In preparing for your move, you likely saved enough to sustain yourself for at least the first few months, if not longer. If you didn’t bring your entire savings over with you, you can still access it easily from Canada. Your options include wire transfers, alternative assets, and cash. Considering these, Canadian banks, like CIBC, have a wide variety of services to help you bring your money to Canada so that you can begin your next chapter.

If you have your funds in a bank in your home country, you can send them via wire transfer after opening a bank account in Canada. Bringing cash in Canadian currency or other currencies is also an option.

While there are additional opportunities to bring over assets, like bonds, treasury bills, and stocks, it is important to ensure that the bank you choose in Canada can cash out these types of items for you.

You may also have different types of items that hold value. Whether that value is monetary or not, these items are important and can be stored safely. At CIBC, you can store any valuable items when you open a CIBC Smart AccountTM for Newcomers. This is done through a safety deposit box that you can access whenever you need.

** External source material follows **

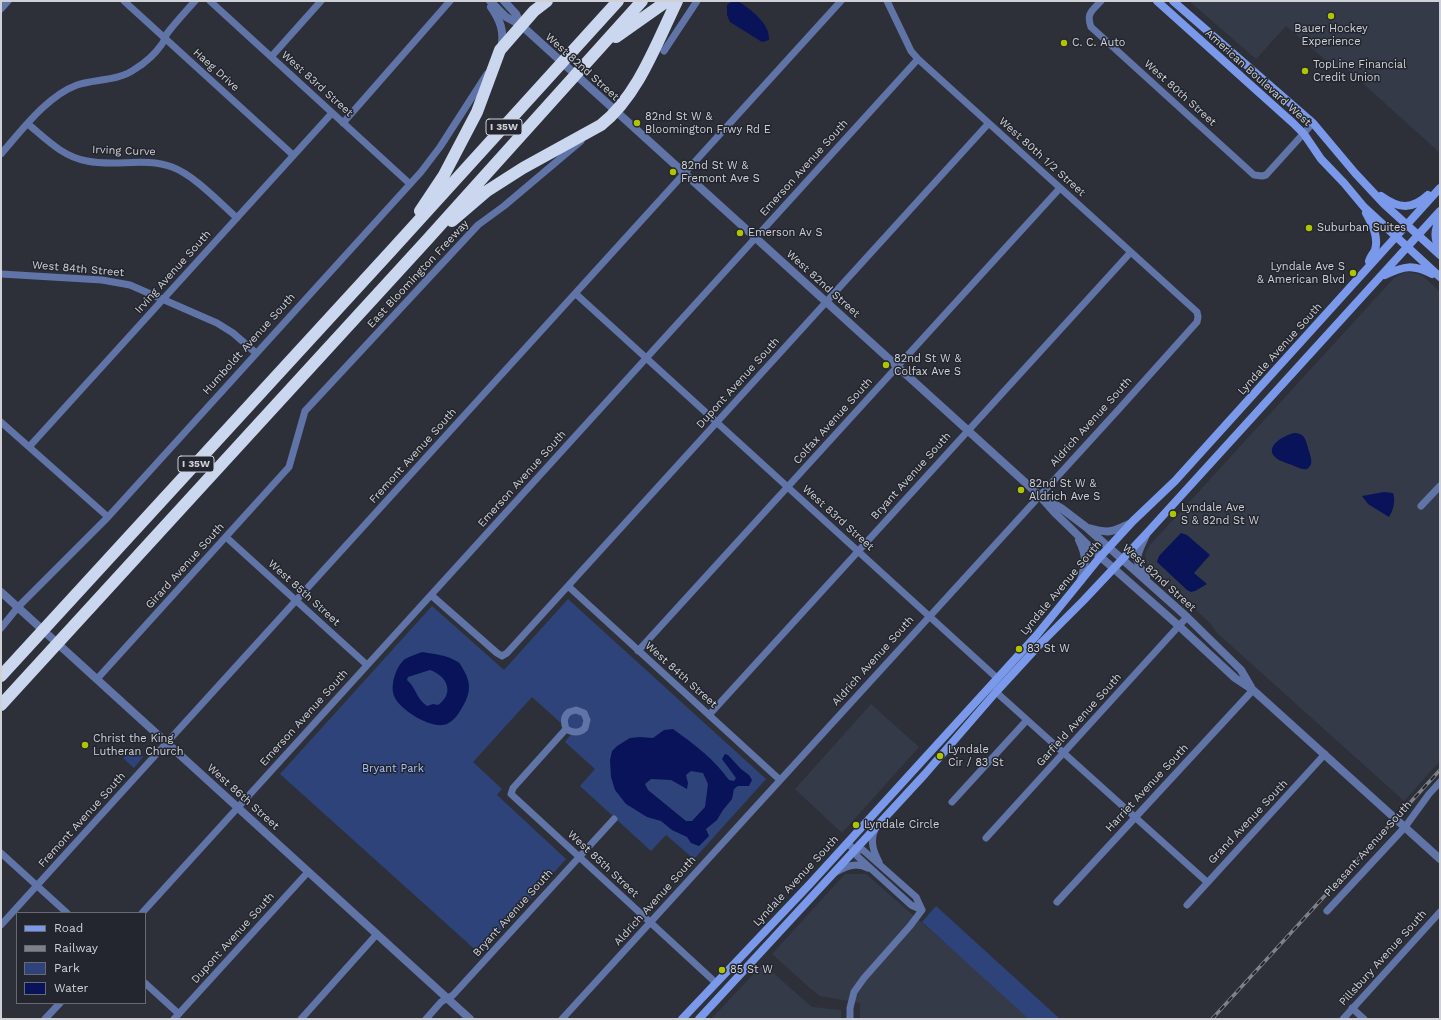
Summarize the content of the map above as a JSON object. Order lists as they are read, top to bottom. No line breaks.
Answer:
{"streets":{"highway":["I 35W"],"main road":["American Boulevard West","Lyndale Avenue South"],"street":["West 82nd Street","Haeg Drive","West 83rd Street","West 80th Street","Irving Curve","West 80th 1/2 Street","Emerson Avenue South","West 84th Street","Irving Avenue South","East Bloomington Freeway","Humboldt Avenue South","Dupont Avenue South","Colfax Avenue South","Aldrich Avenue South","Fremont Avenue South","Bryant Avenue South","Girard Avenue South","West 85th Street","Garfield Avenue South","Harriet Avenue South","West 86th Street","Grand Avenue South","Pleasant Avenue South","Pillsbury Avenue South"]},"crossings":[["West 82nd Street","Emerson Avenue South"],["West 82nd Street","Lyndale Avenue South"],["West 82nd Street","Dupont Avenue South"],["West 82nd Street","Colfax Avenue South"],["West 82nd Street","Aldrich Avenue South"],["West 82nd Street","Fremont Avenue South"],["West 82nd Street","Bryant Avenue South"],["West 82nd Street","Garfield Avenue South"],["West 82nd Street","Harriet Avenue South"],["West 82nd Street","Grand Avenue South"],["West 82nd Street","Pleasant Avenue South"],["Haeg Drive","Irving Avenue South"],["American Boulevard West","West 80th Street"],["American Boulevard West","Lyndale Avenue South"],["West 83rd Street","Emerson Avenue South"],["West 83rd Street","Irving Avenue South"],["West 83rd Street","Humboldt Avenue South"],["West 83rd Street","Lyndale Avenue South"],["West 83rd Street","Dupont Avenue South"],["West 83rd Street","Colfax Avenue South"],["West 83rd Street","Aldrich Avenue South"],["West 83rd Street","Fremont Avenue South"],["West 83rd Street","Bryant Avenue South"],["Irving Curve","Irving Avenue South"],["West 80th 1/2 Street","Emerson Avenue South"],["West 80th 1/2 Street","Dupont Avenue South"],["West 80th 1/2 Street","Colfax Avenue South"],["West 80th 1/2 Street","Aldrich Avenue South"],["West 80th 1/2 Street","Bryant Avenue South"],["Emerson Avenue South","Dupont Avenue South"],["Emerson Avenue South","West 85th Street"],["Emerson Avenue South","West 86th Street"],["West 84th Street","Irving Avenue South"],["West 84th Street","Humboldt Avenue South"],["West 84th Street","Dupont Avenue South"],["West 84th Street","Colfax Avenue South"],["West 84th Street","Aldrich Avenue South"],["West 84th Street","Bryant Avenue South"],["East Bloomington Freeway","Girard Avenue South"],["Humboldt Avenue South","West 86th Street"],["Lyndale Avenue South","West 85th Street"],["Dupont Avenue South","West 86th Street"],["Aldrich Avenue South","West 85th Street"],["Fremont Avenue South","West 85th Street"],["Fremont Avenue South","West 86th Street"],["Bryant Avenue South","West 85th Street"],["Bryant Avenue South","West 86th Street"],["Girard Avenue South","West 85th Street"],["Girard Avenue South","West 86th Street"]],"parks":["Bryant Park"],"places":["Bauer Hockey Experience","C. C. Auto","TopLine Financial Credit Union","82nd St W & Bloomington Frwy Rd E","82nd St W & Fremont Ave S","Suburban Suites","Emerson Av S","Lyndale Ave S & American Blvd","82nd St W & Colfax Ave S","82nd St W & Aldrich Ave S","Lyndale Ave S & 82nd St W","83 St W","Christ the King Lutheran Church","Lyndale Cir / 83 St","Lyndale Circle","85 St W"],"legend":["Road","Railway","Park","Water"]}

Click here for more information on how you can bring your money to Canada.

Facing Fraud and Scary Scams

Unfortunately, it’s common to receive fraudulent calls from an unknown number facing an urgent situation that you must resolve by providing personal information. These are often scams! Scams can be very obvious and can also very subtle – this makes them dangerous. Here are a few examples of fraudulent schemes to be wary of in the future:

Photo of woman holding her glasses in front of a laptop appeared stressed.
Credit: CIBC

1. Telephone Scams

Beware of unexpected callers or automated voice calls claiming to be from established organizations like banks or the Canada Revenue Agency (CRA). Do not share sensitive details, such as bank passwords or Social Insurance Numbers (SIN) through these phone calls. These scammers will try to prey on your stress and empathy. So, if you feel uncertain about an incoming call, that is your intuition telling you something fishy is going on!

2. Money Mule Scams

This type of scam occurs when scammers befriend individuals online, then trick them into depositing funds and transferring money to the fraudster’s account. Eventually, victims are left with significant losses. Some key signs to look out for here are having never met the person who’s asking you to make the transfer, being asked to refund the difference on an overpayment, or the person cutting off contact almost immediately after you have sent money to them.

3. Phishing

Phishing scams use emails, texts, or calls that mimic trusted sources to gain your trust and obtain personal information. These messages often resemble legitimate businesses, colleagues, etc. Once they obtain your data, they can exploit it for financial gain or, in extreme cases, identity theft.

Top Tips for Fraud Prevention

  1. Canadian banks, like CIBC, will not ask for personal information over text or email, so always be wary!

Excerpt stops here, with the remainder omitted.